22 Jun 2009,ET Bureau
NEW DELHI: CPM’s troubles with its faction-ridden Kerala unit look set to get worse. Kerala state secretary Pinarayi Vijayan’s supporters and senior ministers of the V S Achuthanandan government continued to target the chief minister at CPM’s central committee (CC) meeting on Sunday.
With the “oust VS” demands continuing at full steam, the party is expected to hold a special polit bureau meeting in early July to resolve its Kerala mess. But after the CC meet, the stage is set for pressure on the party from both the VS and Pinarayi camps to see the other person resign.
At Sunday’s meeting, Kerala education minister M A Baby and some of his colleagues continued the attack against Mr Achuthanandan for the poll disaster as well as his refusal to toe the party line on condemning the governor’s nod to prosecute Mr Vijayan in the SNC Lavalin case.
The party also discussed the failure of CPM’s hurriedly put together third front experiment. With a majority of the party’s West Bengal leaders coming around to this view, the Nandigram issue as the prime reason for the party’s failure in the state seems to have been relegated to the closed chapter status. West Bengal chief minister Buddhadeb Bhattacharjee might have regained some of his clout after this CC view, but in Kerala the party is still badly divided.

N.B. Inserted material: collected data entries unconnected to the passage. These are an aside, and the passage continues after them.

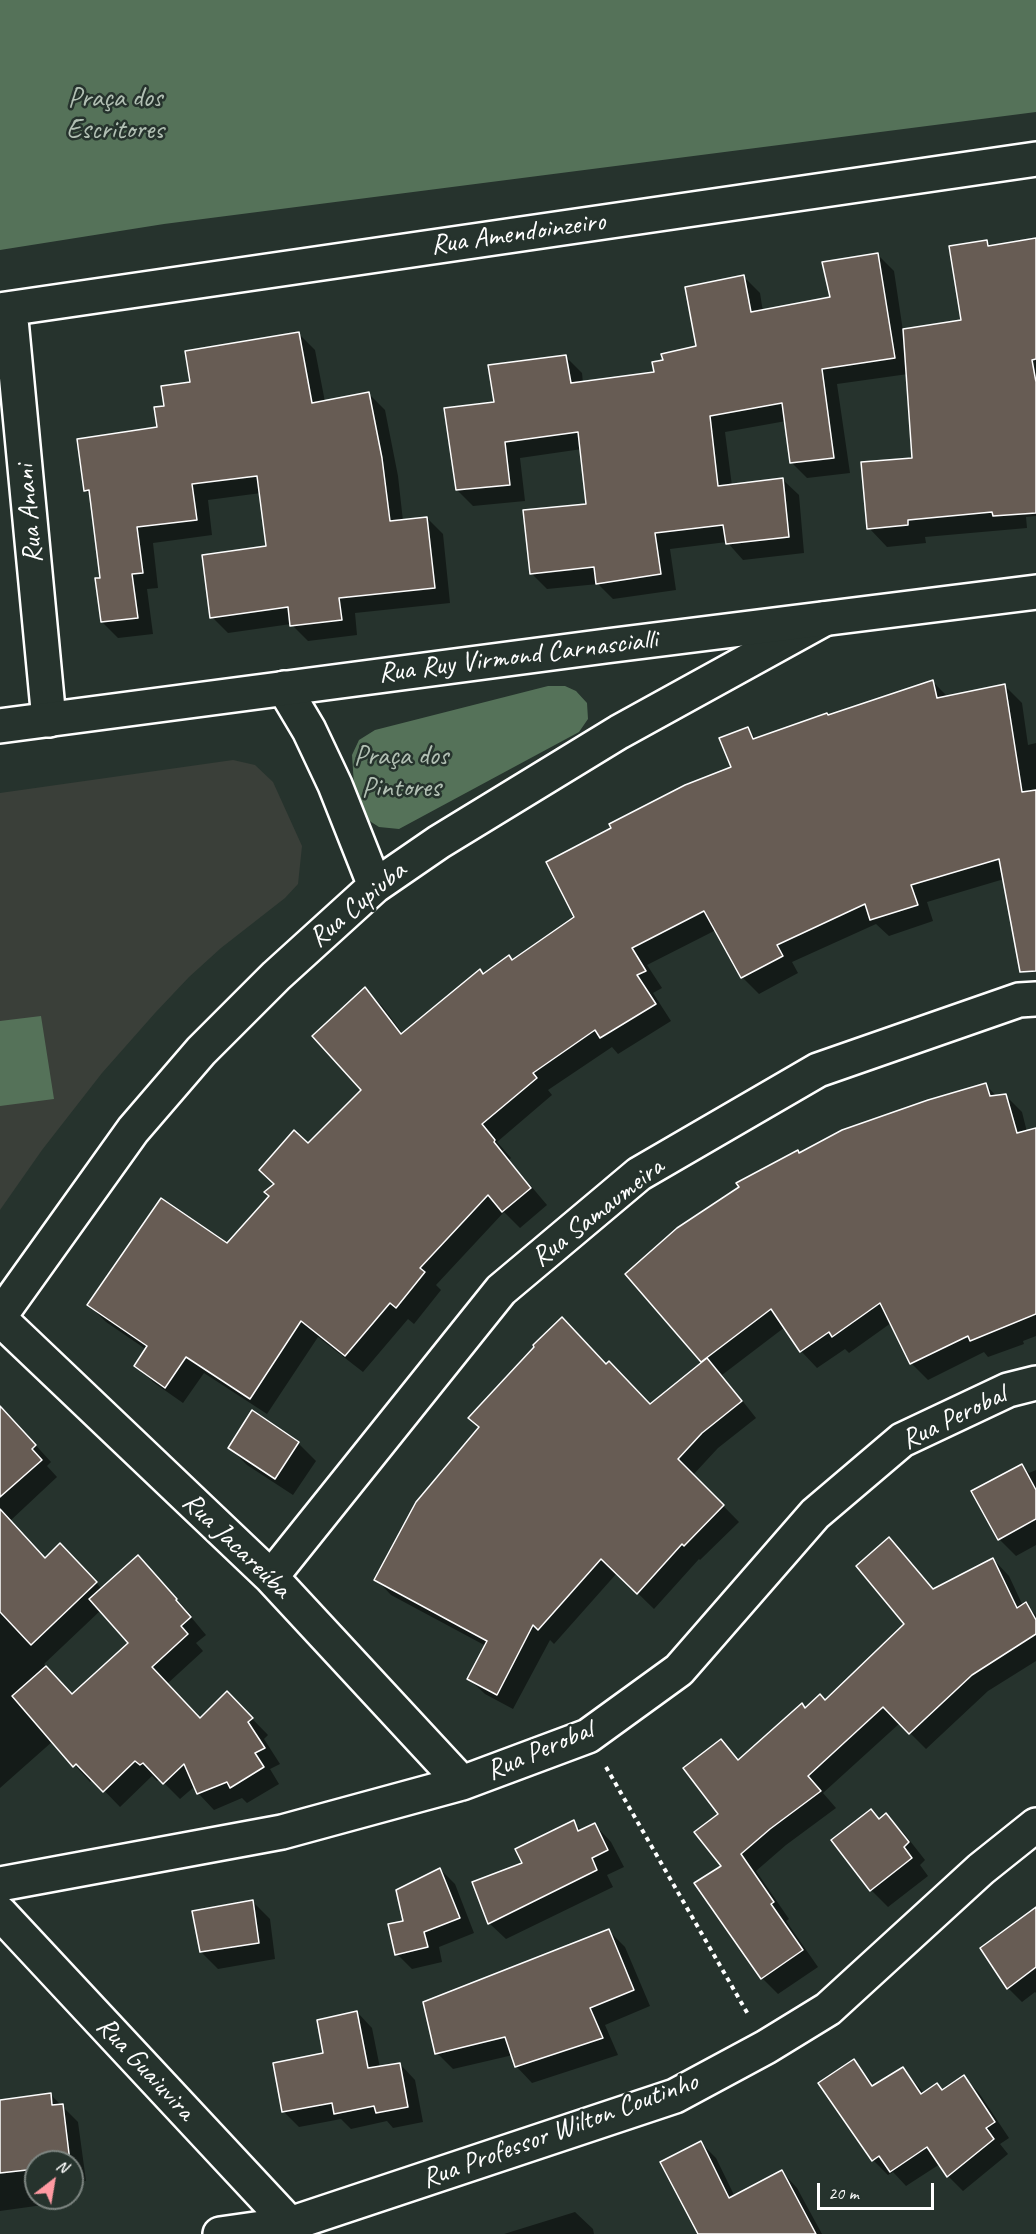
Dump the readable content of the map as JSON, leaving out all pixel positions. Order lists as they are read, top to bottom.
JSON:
{
  "streets": {
    "street": [
      "Rua Amendoinzeiro",
      "Rua Anani",
      "Rua Ruy Virmond Carnascialli",
      "Rua Cupiuba",
      "Rua Samaumeira",
      "Rua Perobal",
      "Rua Jacareúba",
      "Rua Guaiuvira",
      "Rua Professor Wilton Coutinho"
    ]
  },
  "crossings": [
    ["Rua Amendoinzeiro", "Rua Anani"],
    ["Rua Anani", "Rua Ruy Virmond Carnascialli"],
    ["Rua Ruy Virmond Carnascialli", "Rua Cupiuba"],
    ["Rua Cupiuba", "Rua Jacareúba"],
    ["Rua Samaumeira", "Rua Jacareúba"],
    ["Rua Perobal", "Rua Jacareúba"],
    ["Rua Guaiuvira", "Rua Professor Wilton Coutinho"]
  ],
  "parks": ["Praça dos Escritores", "Praça dos Pintores"],
  "scale_bar": "20 m",
  "north": "top right"
}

It has a tough task at hand now as it will find it difficult to take disciplinary action against Mr Achuthanandan or ask him to step down without touching Mr Vijayan in the exercise. There are several factors that make this an uncomfortable decision for the party. Firstly, the CM’s supporters in the polit bureau and CC have argued that Mr Vijayan cannot continue as CPM Kerala chief due to the graft case against him.
They have cited the party’s stand against RJD leader Lalu Prasad to bolster their argument, stating that CPM had made a demand for his resignation in the wake of his involvement in the fodder scam. Secondly, with Mr Achuthanandan holding on to his image of being the most popular CPM man in the state (outside the party), any move to oust him might backfire on the Marxists. Also, Kerala CM has the support of a section of the West Bengal party.
However, CPM’s dilemma is that any attempt at maintaining status quo in Kerala will only give the Opposition Congress a bigger stick to beat it with. The VS government is already in the grip of an administrative paralysis due to the open revolt of a number of senior ministers against the chief minister.
On Saturday, it was state finance minister Thomas Isaac who set the ball rolling on the CM’s resignation issue at the CC meeting. With other senior members of the state government, such as Mr Baby, reiterating the demand, the chief minister did not have too many voices speaking up for him at the meeting.